**Task to carry out**
Wherever the string "JSON" turns up in the data, copy the whole line.

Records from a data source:
-------
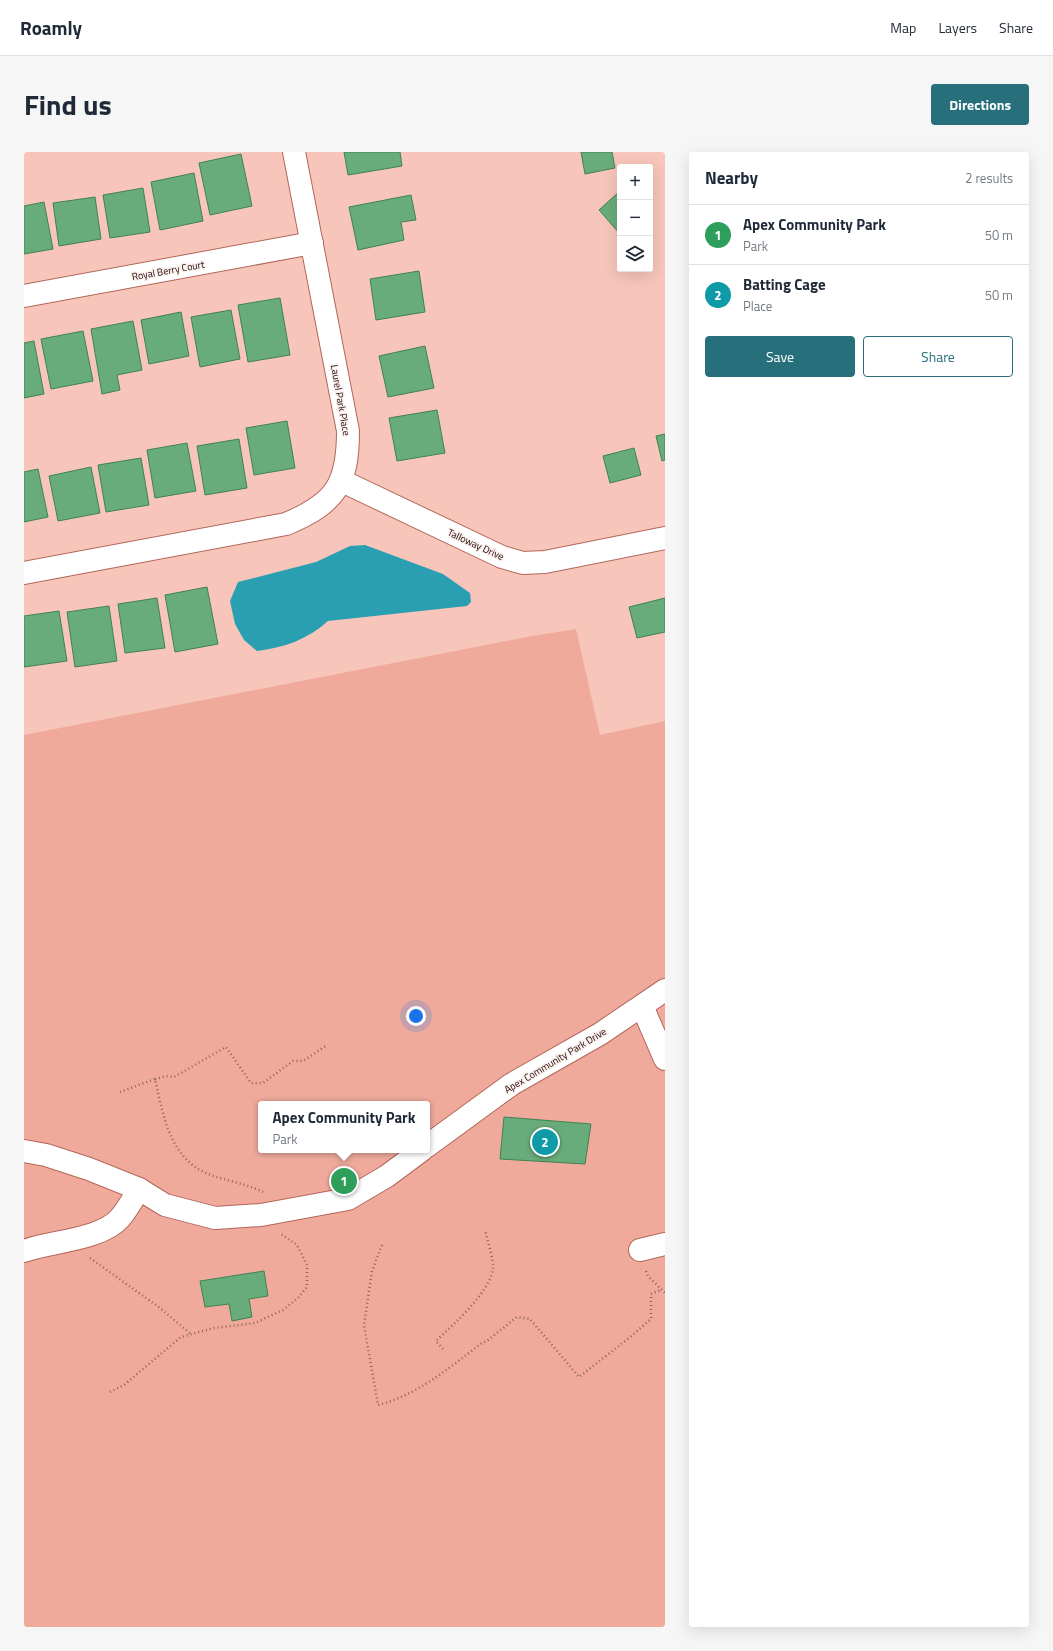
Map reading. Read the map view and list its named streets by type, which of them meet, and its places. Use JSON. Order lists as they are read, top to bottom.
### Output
{
  "streets": {
    "street": [
      "Royal Berry Court",
      "Laurel Park Place",
      "Talloway Drive",
      "Apex Community Park Drive"
    ]
  },
  "crossings": [
    ["Royal Berry Court", "Laurel Park Place"],
    ["Laurel Park Place", "Talloway Drive"]
  ],
  "page": {
    "header": "Roamly",
    "nav": ["Map", "Layers", "Share"],
    "title": "Find us",
    "buttons": [
      "Directions",
      ["Save", "Share"]
    ],
    "heading": ["Nearby", "2 results"],
    "map_buttons": ["+", "−"],
    "list": [
      {
        "mark": "1",
        "name": "Apex Community Park",
        "note": "Park",
        "value": "50 m"
      },
      {
        "mark": "2",
        "name": "Batting Cage",
        "note": "Place",
        "value": "50 m"
      }
    ],
    "popup": ["Apex Community Park", "Park"],
    "pins": ["2", "1"]
  }
}
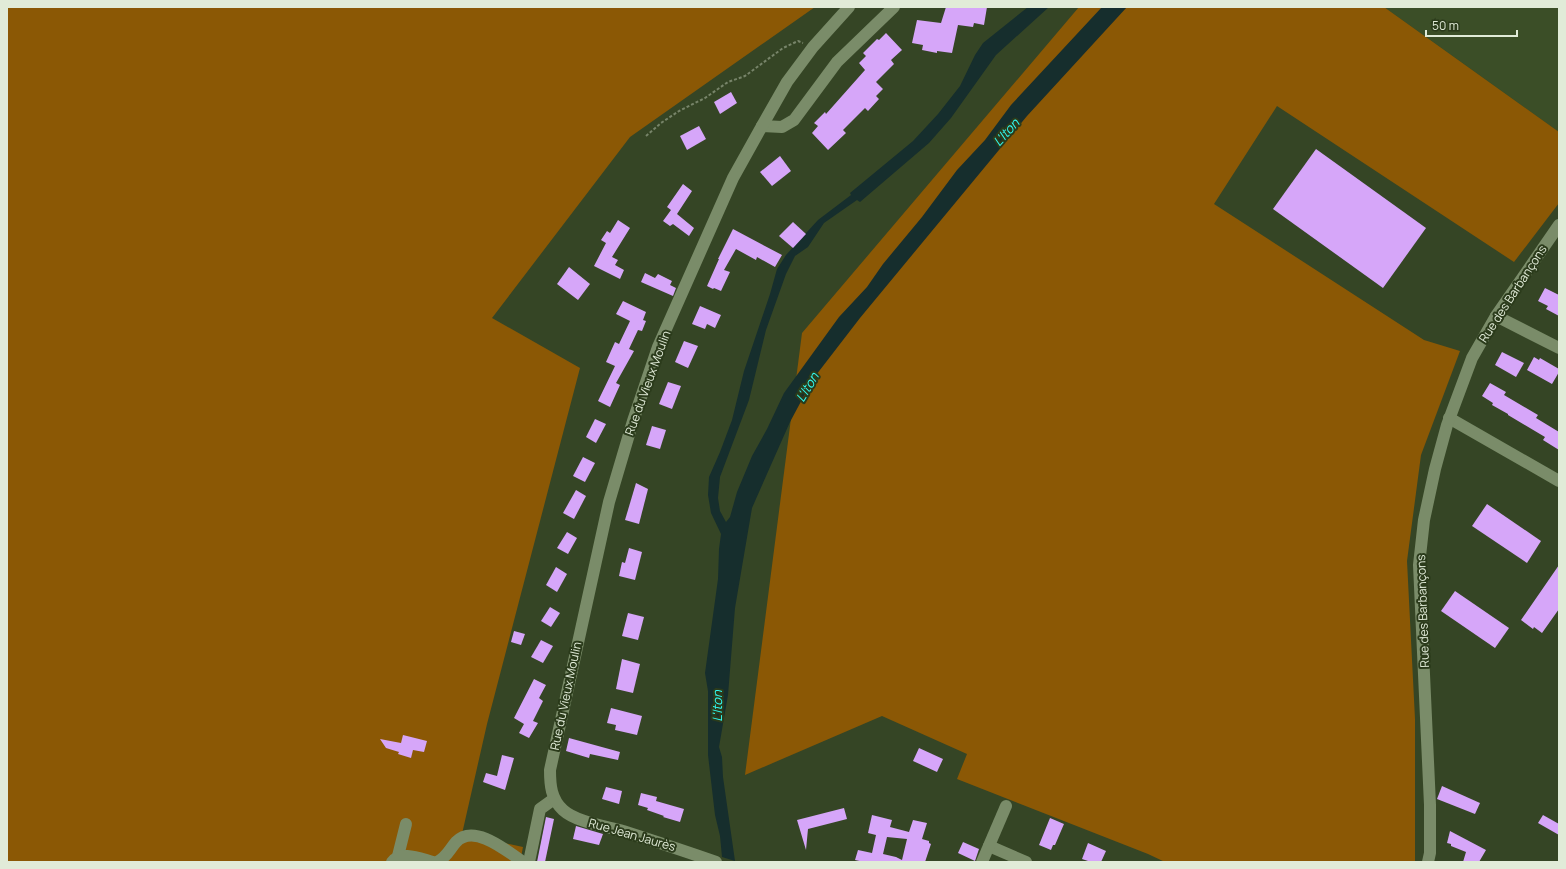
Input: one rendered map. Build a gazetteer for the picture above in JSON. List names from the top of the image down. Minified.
-------
**Response to the task**
Map reading. Read the map view and list its named streets by type, which of them meet, and its places. Use JSON. Order lists as they are read, top to bottom.
Input: one rendered map. Build a gazetteer for the picture above in JSON. List names from the top of the image down. Minified.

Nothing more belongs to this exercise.